The LS16 takes up a space of 10 x 4 feet on the floor for the machine alone where that grizzly will fit in a corner.

Sent from my SAMSUNG-SM-G930A using Tapatalk


----------



## projectnut (Sep 25, 2018)

8mpg said:


> Honestly not 100% sure what all I'll use it for. I'm just getting into machining and wanting to buy equipment to get started. Its $1500 for a good sized lathe vs $4k for a Grizzly/PM thats smaller. I can make it fit into my machine work area.



You're not exactly comparing apples to apples.  A new Summit 16X40 lathe costs $19,990.00 while a new, smaller, Grizzly or PM is in the $4000,.00 range.
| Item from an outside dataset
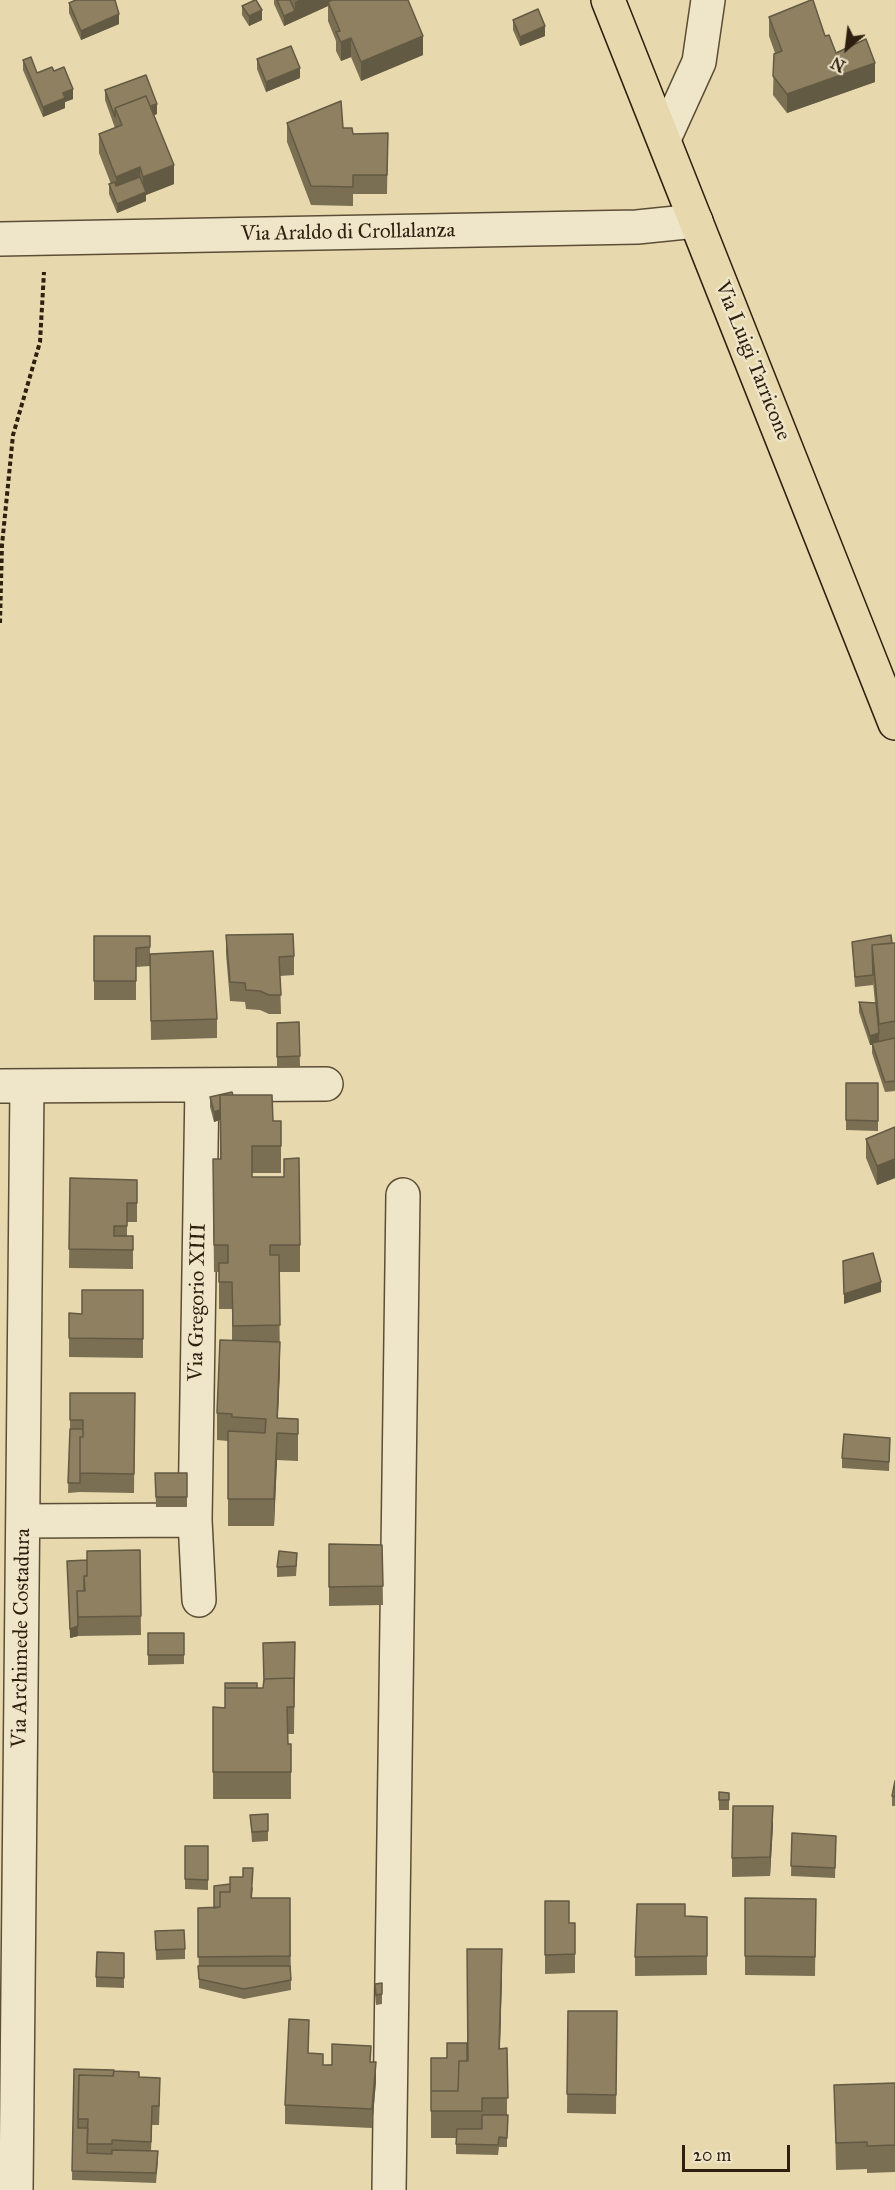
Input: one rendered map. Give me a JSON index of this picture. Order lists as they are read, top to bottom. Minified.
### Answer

Comparing new to new the Summit is 5 times the money of those you're comparing it to. 

Here is an overview of the machine:
https://www.summitmt.com/products/16-inch-metal-lathes/

Unless the machine specs have changed over the years the through hole is 3 1/2" and the motor hp is 10.  It uses a D1-8 chuck mounting system which is not all that common, and relatively expensive.  New chucks run in the $450.00 to $800.00 range.  Another feature is the tailstock size.  It has an MT5 taper.  That means either the tooling you will need has to have the MT5 taper, or you'll need to buy an adaptor so you can use less expensive smaller size tooling.

Also as previously mentioned be aware that the machine itself is a little over 8' long and almost 3 1/2' wide.  It will also require another couple feet behind the machine for cleaning and maintenance, and several feet of space on the headstock end and  operators side to load parts and change tooling.  The current model 16X40 is a gap bed machine.  Meaning there is a  26" swing over a 15" section with the remaining area over the bed having an 18" swing.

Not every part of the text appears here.